• ACTIVITY: Every line containing "absolute" should be identified and copied from the data below.

• EXERCISE INPUT:
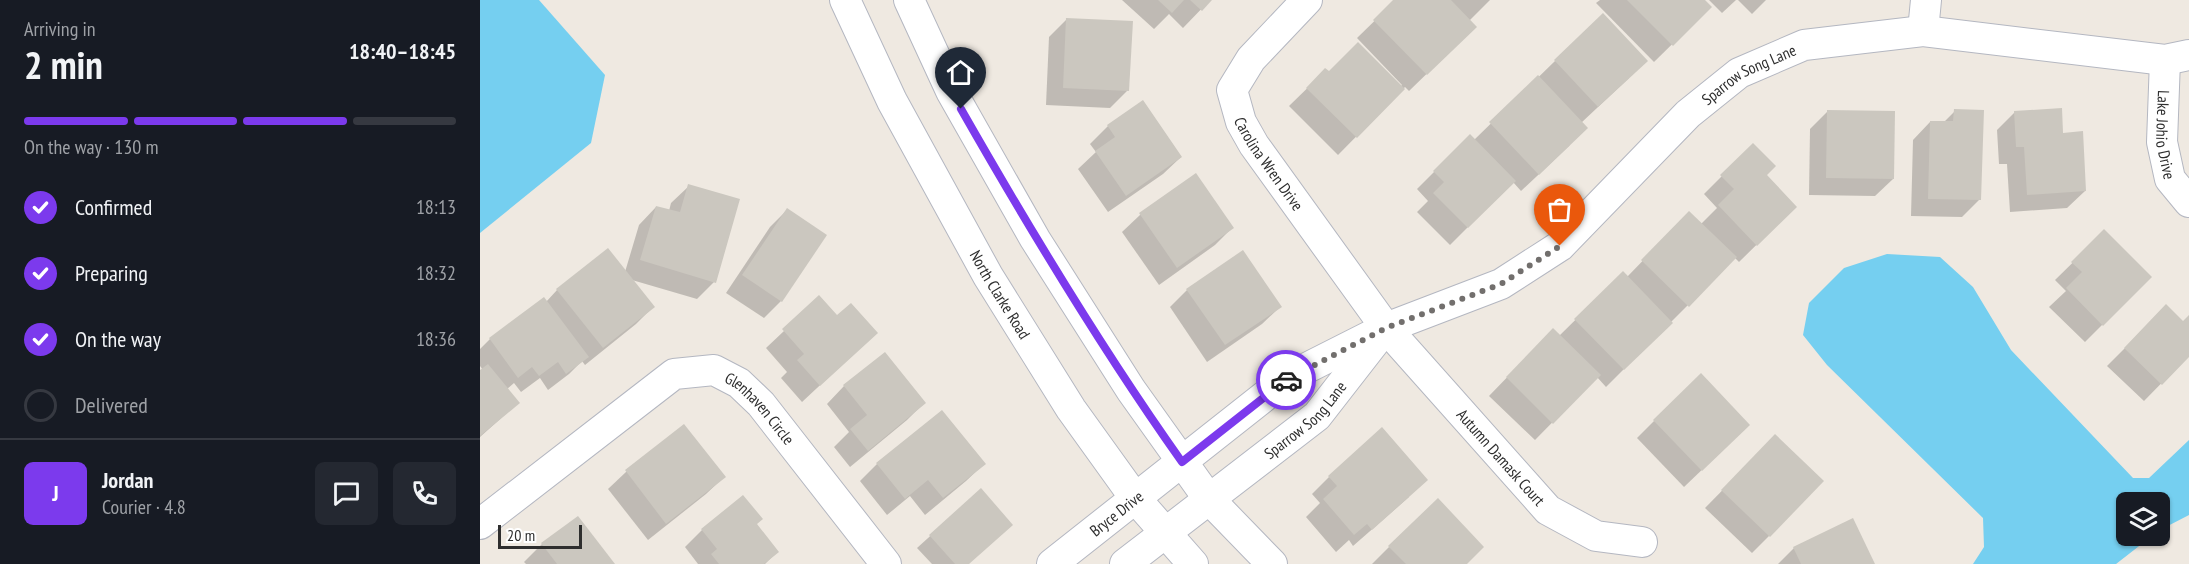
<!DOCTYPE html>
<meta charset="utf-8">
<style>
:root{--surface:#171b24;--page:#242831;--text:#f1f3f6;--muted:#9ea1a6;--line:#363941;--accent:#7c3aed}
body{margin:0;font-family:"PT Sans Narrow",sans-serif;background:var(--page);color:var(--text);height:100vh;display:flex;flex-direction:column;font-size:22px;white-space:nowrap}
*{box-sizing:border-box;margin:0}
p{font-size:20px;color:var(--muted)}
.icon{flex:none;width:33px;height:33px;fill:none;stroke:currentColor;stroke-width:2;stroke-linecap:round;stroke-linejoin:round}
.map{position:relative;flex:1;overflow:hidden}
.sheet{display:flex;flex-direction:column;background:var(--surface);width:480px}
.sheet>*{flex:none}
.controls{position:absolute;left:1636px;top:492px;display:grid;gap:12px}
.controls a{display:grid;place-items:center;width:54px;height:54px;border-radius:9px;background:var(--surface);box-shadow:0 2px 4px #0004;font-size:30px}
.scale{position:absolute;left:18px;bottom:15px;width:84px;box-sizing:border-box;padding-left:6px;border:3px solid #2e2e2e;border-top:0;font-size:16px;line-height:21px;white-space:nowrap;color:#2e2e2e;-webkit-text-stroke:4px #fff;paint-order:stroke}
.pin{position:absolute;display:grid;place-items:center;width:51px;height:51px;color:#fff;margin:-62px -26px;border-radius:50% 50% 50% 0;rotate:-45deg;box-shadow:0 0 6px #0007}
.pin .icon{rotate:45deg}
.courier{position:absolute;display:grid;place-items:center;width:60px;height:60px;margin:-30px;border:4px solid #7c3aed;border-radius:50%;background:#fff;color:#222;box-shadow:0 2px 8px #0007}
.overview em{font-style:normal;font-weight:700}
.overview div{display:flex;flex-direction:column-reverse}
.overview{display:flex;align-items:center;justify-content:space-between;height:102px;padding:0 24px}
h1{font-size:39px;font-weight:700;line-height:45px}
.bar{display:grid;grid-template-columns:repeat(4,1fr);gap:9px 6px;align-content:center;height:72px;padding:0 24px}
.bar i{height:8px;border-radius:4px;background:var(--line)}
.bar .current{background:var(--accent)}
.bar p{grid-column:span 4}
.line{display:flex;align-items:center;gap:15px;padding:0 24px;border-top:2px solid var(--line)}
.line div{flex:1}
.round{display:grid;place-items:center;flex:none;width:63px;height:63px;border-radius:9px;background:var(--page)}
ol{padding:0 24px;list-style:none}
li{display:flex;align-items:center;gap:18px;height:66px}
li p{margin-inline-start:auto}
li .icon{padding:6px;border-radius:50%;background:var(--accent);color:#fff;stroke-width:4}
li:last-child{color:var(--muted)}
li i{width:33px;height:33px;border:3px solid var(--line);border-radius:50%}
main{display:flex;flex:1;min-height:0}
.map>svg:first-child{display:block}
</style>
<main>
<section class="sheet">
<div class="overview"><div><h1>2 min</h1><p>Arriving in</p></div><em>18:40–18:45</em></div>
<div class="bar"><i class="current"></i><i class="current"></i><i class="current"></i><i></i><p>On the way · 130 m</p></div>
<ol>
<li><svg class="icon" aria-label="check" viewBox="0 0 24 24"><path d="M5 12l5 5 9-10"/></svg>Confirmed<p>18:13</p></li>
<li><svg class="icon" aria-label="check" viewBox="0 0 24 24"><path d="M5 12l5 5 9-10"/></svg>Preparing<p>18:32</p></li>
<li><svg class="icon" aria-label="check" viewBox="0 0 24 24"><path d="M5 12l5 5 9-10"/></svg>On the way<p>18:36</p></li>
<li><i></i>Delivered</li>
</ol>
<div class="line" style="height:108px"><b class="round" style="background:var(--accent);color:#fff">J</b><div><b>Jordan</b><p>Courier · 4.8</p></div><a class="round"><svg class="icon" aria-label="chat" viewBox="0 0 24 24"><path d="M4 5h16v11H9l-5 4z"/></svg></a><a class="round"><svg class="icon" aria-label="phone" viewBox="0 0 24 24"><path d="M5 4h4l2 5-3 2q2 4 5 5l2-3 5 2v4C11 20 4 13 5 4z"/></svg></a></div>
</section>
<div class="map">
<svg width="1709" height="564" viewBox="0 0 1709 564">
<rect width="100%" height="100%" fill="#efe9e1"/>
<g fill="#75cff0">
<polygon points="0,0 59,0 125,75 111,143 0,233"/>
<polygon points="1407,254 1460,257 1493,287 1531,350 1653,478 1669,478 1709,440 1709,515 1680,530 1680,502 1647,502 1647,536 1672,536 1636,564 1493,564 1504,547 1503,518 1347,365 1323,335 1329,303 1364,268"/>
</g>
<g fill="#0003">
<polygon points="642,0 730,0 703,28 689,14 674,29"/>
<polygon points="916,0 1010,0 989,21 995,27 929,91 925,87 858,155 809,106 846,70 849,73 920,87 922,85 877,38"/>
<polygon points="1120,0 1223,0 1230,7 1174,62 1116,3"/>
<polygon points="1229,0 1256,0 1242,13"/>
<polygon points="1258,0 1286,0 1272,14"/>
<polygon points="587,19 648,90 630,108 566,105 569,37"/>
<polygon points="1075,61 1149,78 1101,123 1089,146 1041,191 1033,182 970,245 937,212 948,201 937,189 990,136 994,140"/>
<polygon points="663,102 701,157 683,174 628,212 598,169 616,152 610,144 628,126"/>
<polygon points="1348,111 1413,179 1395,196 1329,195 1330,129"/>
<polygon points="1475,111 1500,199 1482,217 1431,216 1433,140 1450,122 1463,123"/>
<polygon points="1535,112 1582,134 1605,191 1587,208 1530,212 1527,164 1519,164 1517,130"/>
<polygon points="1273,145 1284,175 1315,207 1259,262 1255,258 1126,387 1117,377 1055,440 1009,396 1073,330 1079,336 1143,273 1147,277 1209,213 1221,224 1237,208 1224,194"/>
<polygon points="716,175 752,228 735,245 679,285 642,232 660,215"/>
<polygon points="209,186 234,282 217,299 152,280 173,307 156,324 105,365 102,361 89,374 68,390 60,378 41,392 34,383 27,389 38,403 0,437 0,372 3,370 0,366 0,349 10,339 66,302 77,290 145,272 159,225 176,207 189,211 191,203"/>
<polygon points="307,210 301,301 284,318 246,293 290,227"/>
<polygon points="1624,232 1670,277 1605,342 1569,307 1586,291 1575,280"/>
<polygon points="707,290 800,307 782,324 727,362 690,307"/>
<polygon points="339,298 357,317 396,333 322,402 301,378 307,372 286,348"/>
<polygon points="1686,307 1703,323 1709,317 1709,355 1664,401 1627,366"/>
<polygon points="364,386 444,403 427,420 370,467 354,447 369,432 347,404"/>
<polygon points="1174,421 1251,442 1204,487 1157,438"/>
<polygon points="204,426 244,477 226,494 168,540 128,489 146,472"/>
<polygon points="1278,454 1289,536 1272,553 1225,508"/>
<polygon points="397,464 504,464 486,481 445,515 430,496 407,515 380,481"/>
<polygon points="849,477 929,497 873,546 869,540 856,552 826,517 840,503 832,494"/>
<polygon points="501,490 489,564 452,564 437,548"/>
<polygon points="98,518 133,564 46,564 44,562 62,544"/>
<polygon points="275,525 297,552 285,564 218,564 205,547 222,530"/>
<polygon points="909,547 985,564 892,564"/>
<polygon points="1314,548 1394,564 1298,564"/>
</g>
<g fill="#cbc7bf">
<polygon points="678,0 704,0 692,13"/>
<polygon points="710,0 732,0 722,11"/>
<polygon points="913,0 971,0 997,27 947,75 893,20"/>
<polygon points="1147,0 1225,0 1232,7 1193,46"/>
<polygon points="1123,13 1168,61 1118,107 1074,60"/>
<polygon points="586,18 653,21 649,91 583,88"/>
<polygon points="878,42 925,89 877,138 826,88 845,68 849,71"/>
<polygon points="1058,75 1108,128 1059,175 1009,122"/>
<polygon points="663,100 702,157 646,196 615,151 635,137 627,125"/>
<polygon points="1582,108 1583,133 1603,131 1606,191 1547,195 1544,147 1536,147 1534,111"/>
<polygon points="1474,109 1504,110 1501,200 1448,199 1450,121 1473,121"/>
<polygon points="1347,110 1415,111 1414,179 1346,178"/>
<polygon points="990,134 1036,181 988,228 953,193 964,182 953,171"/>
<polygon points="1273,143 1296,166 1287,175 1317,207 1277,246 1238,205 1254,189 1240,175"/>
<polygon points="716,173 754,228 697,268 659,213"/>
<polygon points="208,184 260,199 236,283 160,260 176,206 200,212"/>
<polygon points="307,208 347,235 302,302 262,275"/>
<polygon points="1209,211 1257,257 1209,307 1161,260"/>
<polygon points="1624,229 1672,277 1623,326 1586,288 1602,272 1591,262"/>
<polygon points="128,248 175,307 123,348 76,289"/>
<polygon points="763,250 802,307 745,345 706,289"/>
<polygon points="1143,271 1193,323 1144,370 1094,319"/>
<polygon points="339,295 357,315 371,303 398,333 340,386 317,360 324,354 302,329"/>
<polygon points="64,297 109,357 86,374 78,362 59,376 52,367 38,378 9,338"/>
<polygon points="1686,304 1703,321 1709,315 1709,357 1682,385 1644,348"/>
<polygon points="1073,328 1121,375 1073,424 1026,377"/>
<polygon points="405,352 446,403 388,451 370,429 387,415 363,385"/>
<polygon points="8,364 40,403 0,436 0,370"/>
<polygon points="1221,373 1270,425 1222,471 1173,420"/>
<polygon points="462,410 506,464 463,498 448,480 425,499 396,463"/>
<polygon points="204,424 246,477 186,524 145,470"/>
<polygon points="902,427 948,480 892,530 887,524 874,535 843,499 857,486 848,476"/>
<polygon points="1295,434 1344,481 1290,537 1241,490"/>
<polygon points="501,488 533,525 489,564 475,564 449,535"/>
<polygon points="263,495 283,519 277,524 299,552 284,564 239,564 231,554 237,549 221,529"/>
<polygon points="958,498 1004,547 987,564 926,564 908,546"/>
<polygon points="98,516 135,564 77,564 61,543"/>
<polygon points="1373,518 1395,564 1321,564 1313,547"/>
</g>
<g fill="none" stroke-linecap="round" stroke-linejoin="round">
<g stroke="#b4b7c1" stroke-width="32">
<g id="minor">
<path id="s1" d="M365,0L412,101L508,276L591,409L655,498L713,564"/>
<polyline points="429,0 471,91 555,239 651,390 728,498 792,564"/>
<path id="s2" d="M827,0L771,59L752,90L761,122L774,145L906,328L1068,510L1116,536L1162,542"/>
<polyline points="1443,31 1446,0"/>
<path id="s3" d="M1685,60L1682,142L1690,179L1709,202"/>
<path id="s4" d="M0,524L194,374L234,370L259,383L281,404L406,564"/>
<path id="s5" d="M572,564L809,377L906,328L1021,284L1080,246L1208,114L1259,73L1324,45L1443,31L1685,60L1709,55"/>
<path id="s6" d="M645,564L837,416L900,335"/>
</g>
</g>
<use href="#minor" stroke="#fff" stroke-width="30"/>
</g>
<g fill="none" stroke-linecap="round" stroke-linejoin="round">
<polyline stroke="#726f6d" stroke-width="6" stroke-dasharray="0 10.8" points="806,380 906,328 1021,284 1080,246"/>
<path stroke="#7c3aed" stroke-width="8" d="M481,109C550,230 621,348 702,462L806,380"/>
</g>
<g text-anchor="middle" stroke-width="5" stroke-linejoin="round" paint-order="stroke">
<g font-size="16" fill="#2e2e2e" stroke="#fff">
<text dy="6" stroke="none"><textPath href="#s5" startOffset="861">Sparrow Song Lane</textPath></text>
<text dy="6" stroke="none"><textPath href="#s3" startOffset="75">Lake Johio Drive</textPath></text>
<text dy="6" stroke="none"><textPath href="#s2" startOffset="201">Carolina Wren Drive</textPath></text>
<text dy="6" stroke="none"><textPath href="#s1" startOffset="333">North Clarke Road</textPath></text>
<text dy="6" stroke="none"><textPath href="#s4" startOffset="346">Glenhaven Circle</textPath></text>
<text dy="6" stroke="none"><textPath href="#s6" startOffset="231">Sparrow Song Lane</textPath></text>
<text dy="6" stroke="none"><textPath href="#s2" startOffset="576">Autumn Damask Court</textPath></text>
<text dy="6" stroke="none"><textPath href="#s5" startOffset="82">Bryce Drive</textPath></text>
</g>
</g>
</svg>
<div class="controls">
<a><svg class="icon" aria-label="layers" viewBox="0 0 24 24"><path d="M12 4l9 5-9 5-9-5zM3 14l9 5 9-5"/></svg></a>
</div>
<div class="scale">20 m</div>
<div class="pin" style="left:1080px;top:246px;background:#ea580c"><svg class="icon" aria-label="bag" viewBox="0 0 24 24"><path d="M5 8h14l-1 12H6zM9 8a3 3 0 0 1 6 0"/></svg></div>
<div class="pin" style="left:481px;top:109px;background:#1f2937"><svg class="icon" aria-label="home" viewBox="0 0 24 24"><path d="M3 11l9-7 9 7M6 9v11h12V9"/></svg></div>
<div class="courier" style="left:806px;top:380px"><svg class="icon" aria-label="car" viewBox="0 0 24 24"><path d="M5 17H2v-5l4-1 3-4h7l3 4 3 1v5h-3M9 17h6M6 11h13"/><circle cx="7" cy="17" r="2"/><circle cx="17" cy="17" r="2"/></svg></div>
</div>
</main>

• ANSWER TO THIS PROBLEM:
.controls{position:absolute;left:1636px;top:492px;display:grid;gap:12px}
.scale{position:absolute;left:18px;bottom:15px;width:84px;box-sizing:border-box;padding-left:6px;border:3px solid #2e2e2e;border-top:0;font-size:16px;line-height:21px;white-space:nowrap;color:#2e2e2e;-webkit-text-stroke:4px #fff;paint-order:stroke}
.pin{position:absolute;display:grid;place-items:center;width:51px;height:51px;color:#fff;margin:-62px -26px;border-radius:50% 50% 50% 0;rotate:-45deg;box-shadow:0 0 6px #0007}
.courier{position:absolute;display:grid;place-items:center;width:60px;height:60px;margin:-30px;border:4px solid #7c3aed;border-radius:50%;background:#fff;color:#222;box-shadow:0 2px 8px #0007}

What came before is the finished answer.